Свадьба моя роскошная была! А пуще всего гости веселились, когда перед ними из разрезанного пирога две карлицы выскочили, по последней моде наряженные, и танец менувет прямо на столе сплясали. Потом прочие карлы с карлицами в залу набежали, числом невиданным – по всей стране их нарочно разыскали и ко двору батюшки твоего свезли. Для них и мебель, и посуду смастерили, посередине расставили, и пировали они прямо как настоящие люди! А как подпили крепких вин, то-то насмешили гостей!
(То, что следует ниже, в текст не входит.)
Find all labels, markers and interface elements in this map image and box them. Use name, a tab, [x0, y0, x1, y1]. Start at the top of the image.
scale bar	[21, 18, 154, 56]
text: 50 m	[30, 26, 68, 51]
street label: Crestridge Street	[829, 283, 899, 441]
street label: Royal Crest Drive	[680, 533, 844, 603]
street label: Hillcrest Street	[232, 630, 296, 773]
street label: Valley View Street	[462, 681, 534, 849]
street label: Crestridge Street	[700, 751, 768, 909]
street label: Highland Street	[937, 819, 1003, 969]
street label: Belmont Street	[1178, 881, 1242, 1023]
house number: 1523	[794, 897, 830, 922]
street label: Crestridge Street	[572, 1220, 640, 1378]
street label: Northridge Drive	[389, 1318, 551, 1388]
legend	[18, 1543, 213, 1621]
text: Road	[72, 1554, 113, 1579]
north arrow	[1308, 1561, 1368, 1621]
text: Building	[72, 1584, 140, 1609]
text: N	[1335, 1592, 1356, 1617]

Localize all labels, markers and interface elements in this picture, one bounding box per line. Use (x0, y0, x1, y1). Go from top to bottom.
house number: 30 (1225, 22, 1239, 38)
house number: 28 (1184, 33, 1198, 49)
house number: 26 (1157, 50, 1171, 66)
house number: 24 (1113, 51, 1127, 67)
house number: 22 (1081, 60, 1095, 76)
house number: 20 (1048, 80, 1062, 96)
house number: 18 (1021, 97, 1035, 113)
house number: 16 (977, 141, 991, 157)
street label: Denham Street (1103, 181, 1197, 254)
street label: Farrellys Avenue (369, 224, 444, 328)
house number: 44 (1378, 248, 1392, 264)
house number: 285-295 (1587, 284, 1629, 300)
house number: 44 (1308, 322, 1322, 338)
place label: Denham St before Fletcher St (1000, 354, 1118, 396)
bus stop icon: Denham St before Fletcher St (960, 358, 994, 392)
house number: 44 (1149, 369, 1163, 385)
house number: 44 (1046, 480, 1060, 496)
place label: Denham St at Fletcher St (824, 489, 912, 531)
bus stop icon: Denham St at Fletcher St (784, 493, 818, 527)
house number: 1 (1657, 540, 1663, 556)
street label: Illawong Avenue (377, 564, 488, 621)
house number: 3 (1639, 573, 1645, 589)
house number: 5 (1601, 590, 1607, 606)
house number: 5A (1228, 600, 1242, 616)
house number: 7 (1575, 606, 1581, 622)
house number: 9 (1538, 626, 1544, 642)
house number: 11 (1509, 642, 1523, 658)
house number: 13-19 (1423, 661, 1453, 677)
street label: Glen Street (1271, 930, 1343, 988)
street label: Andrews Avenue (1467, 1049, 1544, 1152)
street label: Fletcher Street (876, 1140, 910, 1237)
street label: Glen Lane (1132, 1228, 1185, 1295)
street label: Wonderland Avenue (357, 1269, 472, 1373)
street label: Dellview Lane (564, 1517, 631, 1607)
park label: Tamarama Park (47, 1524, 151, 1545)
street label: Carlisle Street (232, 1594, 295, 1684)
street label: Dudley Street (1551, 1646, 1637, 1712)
Анна Иоанновна, довольная рассказом, оглядела своих соседей по столу.
– Вы чего скучные, как на поминках сидите? Ладно, невесте невместно сильно веселиться, примета дурная, но ты-то чего? – толкнула она локтем Густава. – Эрнст! – по-немецки, худо выговаривая слова, крикнула она своему обер-камергеру. – Скажи своему братцу, что я ему веселиться велю!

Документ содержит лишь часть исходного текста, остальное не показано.